Some applications of RL are also just worse than equivalent options. As a trivial example, using reward sampling to construct a gradient to match a supervised loss gradient is adding a bunch of clearly-pointless intermediate steps.
I suspect there are less trivial cases, like how a decision transformer isn't just learning an optimal policy for its dataset but rather a supertask: what different levels of performance look like on that task. By subsuming an RL-ish task in prediction, the predictor can/must develop a broader understanding of the task, and that understanding can interact with other parts of the greater model. While I can't currently point to strong empirical evidence here, my intuition would be that certain kinds of behavioral collapse would be avoided by the RL-via-predictor because the distribution is far more explicitly maintained during training.[1][2]

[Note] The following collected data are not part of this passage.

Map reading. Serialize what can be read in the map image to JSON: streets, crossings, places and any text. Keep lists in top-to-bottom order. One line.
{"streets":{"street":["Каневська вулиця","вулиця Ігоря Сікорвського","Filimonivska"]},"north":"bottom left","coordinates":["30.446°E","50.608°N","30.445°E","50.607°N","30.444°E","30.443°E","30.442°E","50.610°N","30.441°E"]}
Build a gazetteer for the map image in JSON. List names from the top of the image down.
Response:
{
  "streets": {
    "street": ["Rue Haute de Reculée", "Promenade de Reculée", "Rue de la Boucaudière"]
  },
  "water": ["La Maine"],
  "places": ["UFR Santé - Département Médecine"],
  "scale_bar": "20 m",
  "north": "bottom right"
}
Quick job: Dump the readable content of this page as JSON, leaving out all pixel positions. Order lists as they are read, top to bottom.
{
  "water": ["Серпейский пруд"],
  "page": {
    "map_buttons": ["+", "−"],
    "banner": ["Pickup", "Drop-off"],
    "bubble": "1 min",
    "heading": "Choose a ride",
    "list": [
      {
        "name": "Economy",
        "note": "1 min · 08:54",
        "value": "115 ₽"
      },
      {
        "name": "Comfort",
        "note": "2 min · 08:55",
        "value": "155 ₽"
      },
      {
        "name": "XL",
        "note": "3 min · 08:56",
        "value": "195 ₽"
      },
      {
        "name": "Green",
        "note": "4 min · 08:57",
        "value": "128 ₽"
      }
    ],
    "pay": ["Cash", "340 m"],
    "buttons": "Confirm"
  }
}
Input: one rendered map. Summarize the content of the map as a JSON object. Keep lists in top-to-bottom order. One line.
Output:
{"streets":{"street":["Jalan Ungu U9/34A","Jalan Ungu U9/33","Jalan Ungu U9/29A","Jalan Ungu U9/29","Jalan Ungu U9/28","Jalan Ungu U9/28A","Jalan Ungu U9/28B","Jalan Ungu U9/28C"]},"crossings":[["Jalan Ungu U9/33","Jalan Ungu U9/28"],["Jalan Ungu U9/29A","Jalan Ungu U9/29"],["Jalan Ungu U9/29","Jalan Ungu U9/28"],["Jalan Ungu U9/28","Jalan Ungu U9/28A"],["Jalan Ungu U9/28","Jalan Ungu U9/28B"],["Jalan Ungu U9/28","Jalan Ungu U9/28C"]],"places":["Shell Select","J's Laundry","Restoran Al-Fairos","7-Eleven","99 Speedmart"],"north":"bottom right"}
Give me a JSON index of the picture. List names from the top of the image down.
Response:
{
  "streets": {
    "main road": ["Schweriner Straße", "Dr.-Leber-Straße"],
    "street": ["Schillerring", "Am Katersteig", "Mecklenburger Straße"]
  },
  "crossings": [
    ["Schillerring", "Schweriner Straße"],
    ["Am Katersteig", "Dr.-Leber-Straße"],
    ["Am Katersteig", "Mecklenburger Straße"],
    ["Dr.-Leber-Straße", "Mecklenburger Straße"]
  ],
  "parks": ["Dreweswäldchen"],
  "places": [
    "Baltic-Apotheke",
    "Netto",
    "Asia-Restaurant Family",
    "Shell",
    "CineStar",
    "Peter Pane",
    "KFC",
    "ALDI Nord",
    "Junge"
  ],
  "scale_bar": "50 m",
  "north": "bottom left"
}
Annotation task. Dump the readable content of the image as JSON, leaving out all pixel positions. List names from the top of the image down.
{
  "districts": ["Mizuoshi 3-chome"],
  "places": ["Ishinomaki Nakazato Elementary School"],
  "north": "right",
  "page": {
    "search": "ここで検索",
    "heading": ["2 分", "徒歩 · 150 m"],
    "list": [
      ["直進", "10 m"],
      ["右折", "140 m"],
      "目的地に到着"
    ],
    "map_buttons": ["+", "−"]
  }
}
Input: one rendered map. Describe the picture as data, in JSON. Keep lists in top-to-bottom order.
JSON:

But there are often reasons why the more-RL-shaped thing is currently being used. It's not always trivial to swap over to something with some potential theoretical benefits when training at scale. So long as the RL-ish stuff fits within some reasonable bounds, I'm pretty okay with it and would treat it as a sufficiently low probability threat that you would want to be very careful about how you replaced it, because the alternative might be sneakily worse.[3]
KL divergence penalties [LW · GW] are one thing, but it's hard to do better than the loss directly forcing adherence to the distribution.
You can also make a far more direct argument about model-level goal agnosticism [LW · GW] in the context of prediction.
I don't think this is likely, to be clear. They're just both pretty low probability concerns (provided the optimization space is well-constrained).